Genova. Il sostituto procuratore Francesco Cardona Albini ha chiesto l’archiviazione del fascicolo contro ignoti sull’aggregazione societaria tra Amiu e Iren Ambiente. Il fascicolo aperto dalla procura dopo l’esposto presentato dal consigliere comunale di Federazione della sinistra Antonio Bruno, ipotizzava il reato di abuso d’ufficio.

Nell’esposto venivano ricostruiti tutti i passaggi formali con i quali a partire dal 2015 la multiutility Iren era stata coinvolta in vicende relative alla riorganizzazione delle società partecipate fino al bando di manifestazione di interesse per un partner industriale per Amiu ha cui aveva risposto appunto solo Iren. Per la procura di Genova, che ha aperto il fascicolo a fine febbraio per chiuderlo circa un mese dopo, non è ravvisabile alcun reato.

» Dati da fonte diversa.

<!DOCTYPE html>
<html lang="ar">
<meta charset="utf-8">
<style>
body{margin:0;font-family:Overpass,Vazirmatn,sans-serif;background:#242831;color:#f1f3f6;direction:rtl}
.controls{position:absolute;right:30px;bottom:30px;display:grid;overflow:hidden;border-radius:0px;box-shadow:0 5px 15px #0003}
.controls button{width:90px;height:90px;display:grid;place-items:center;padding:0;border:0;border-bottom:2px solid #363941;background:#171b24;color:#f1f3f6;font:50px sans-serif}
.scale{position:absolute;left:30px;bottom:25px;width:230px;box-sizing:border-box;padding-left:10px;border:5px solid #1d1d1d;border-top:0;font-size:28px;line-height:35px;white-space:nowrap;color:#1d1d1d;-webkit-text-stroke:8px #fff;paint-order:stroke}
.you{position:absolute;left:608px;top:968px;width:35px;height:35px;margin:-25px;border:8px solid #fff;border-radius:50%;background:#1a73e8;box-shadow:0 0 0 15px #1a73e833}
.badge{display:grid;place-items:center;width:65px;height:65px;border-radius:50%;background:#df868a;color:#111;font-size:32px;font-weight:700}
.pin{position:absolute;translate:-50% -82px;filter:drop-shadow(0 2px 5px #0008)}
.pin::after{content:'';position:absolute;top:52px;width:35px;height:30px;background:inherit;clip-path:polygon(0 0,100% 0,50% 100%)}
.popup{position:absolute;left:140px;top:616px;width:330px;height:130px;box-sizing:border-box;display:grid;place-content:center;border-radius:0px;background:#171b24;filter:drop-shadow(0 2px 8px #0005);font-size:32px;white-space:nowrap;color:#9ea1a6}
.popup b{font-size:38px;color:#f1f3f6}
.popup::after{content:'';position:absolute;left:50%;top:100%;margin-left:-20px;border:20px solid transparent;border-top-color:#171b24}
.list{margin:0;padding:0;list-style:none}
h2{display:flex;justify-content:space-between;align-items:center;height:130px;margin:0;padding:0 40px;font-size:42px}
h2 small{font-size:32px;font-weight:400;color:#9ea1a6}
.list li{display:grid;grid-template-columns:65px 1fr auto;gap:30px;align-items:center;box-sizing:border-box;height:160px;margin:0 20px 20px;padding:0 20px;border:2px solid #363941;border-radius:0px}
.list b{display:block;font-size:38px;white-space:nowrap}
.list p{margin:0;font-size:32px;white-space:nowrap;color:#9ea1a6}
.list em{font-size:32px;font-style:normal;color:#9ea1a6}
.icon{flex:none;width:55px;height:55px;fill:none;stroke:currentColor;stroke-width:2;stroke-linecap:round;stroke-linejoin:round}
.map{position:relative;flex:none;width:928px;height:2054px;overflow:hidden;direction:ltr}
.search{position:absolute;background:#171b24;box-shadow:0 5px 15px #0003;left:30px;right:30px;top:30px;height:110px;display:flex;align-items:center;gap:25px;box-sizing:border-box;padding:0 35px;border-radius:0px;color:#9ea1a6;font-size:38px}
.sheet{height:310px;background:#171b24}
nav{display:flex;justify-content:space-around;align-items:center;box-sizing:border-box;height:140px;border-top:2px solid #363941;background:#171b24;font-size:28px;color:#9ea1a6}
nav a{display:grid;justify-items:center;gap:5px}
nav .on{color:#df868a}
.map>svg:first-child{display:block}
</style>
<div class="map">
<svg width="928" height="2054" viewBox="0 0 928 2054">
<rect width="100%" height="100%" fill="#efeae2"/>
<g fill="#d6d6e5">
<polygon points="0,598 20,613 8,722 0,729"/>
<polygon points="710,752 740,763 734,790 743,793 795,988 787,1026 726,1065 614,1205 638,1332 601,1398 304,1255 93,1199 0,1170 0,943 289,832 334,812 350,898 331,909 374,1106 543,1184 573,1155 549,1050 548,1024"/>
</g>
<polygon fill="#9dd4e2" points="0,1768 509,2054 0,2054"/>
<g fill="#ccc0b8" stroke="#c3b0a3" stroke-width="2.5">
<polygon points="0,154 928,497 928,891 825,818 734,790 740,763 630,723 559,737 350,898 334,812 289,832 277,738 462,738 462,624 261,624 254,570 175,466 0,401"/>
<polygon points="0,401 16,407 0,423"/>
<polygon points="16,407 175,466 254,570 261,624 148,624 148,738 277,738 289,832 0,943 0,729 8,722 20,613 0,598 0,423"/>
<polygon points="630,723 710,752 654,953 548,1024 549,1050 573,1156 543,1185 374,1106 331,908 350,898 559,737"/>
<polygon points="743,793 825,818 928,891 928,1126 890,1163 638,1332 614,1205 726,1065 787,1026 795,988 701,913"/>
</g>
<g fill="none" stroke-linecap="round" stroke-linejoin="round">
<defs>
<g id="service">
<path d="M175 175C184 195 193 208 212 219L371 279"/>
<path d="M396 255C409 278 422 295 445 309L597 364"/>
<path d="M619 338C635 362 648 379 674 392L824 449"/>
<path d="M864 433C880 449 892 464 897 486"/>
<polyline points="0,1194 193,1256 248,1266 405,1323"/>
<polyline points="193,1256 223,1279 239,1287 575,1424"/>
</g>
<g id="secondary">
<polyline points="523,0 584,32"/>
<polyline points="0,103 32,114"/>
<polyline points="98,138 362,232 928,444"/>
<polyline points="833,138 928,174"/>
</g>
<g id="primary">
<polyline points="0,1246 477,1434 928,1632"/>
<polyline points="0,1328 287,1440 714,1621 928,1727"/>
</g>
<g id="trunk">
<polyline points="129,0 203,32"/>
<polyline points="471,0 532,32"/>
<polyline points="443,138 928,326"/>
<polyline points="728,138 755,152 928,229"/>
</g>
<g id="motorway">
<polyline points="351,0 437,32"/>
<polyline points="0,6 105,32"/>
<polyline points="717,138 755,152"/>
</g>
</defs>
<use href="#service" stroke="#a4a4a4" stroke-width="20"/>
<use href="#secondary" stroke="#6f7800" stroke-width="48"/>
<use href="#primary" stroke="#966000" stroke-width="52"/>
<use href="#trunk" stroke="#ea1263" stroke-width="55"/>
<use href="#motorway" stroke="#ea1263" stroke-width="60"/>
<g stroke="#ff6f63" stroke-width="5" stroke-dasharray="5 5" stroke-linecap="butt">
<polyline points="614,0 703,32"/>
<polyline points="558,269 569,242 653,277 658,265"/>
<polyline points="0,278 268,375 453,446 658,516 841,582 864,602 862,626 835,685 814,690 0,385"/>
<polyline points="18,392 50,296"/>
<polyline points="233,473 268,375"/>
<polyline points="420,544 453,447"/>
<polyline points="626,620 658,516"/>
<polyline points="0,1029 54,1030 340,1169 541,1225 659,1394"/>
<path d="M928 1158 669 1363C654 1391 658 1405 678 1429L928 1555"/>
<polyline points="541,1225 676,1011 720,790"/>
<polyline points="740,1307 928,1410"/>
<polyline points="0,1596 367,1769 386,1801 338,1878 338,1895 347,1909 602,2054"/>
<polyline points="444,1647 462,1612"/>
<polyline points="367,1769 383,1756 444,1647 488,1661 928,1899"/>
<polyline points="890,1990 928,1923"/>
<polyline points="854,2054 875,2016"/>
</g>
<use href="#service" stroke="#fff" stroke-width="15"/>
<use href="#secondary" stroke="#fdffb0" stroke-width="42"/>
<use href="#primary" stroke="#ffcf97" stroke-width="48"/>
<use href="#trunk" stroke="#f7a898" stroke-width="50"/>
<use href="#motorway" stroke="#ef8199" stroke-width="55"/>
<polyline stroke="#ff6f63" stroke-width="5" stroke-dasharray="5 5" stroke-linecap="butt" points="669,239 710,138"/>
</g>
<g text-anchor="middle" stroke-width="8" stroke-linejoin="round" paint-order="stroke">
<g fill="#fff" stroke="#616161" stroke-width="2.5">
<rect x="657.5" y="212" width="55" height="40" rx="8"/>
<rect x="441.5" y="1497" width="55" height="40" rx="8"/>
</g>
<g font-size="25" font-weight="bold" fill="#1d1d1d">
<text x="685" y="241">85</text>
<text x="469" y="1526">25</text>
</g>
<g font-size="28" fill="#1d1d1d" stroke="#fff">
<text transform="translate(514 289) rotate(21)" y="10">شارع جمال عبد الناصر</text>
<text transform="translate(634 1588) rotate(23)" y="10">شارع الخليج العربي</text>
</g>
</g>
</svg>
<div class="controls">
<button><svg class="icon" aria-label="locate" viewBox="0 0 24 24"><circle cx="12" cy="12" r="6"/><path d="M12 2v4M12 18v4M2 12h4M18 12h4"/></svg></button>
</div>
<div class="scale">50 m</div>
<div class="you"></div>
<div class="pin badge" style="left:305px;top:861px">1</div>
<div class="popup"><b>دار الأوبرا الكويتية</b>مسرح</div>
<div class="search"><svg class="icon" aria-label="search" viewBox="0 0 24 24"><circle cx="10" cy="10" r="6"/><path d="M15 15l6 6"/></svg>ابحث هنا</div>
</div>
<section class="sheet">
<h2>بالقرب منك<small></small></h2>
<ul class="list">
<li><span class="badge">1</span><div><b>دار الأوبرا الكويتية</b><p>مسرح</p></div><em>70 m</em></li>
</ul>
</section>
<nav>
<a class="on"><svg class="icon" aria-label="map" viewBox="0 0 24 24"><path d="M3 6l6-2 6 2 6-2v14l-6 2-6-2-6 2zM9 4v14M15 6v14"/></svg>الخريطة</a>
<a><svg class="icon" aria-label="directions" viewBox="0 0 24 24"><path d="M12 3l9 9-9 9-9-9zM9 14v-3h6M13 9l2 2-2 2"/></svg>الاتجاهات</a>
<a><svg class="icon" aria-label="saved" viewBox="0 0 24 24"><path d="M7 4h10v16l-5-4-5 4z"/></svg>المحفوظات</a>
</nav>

E’ probabile che la parte offesa, cioè il consigliere comunale Antonio Bruno assistito dall’avvocato Giancarlo Bonifai faccia opposizione alla richiesta. In questo modo la decisione verrà presa dal gip al termine di un’udienza. Il gip potrà quindi accogliere la richiesta della Procura oppure invitare il pm a svolgere ulteriori indagini.

“Non ho ancora ricevuto la comunicazione formale della richiesta di archiviazione – spiega Antonio Bruno – anzi, eravamo pronti a integrare in questi giorni l’esposto con ulteriori elementi emersi in questi giorni. Non appena leggeremo le motivazioni del pm valuteremo se fare opposizione”.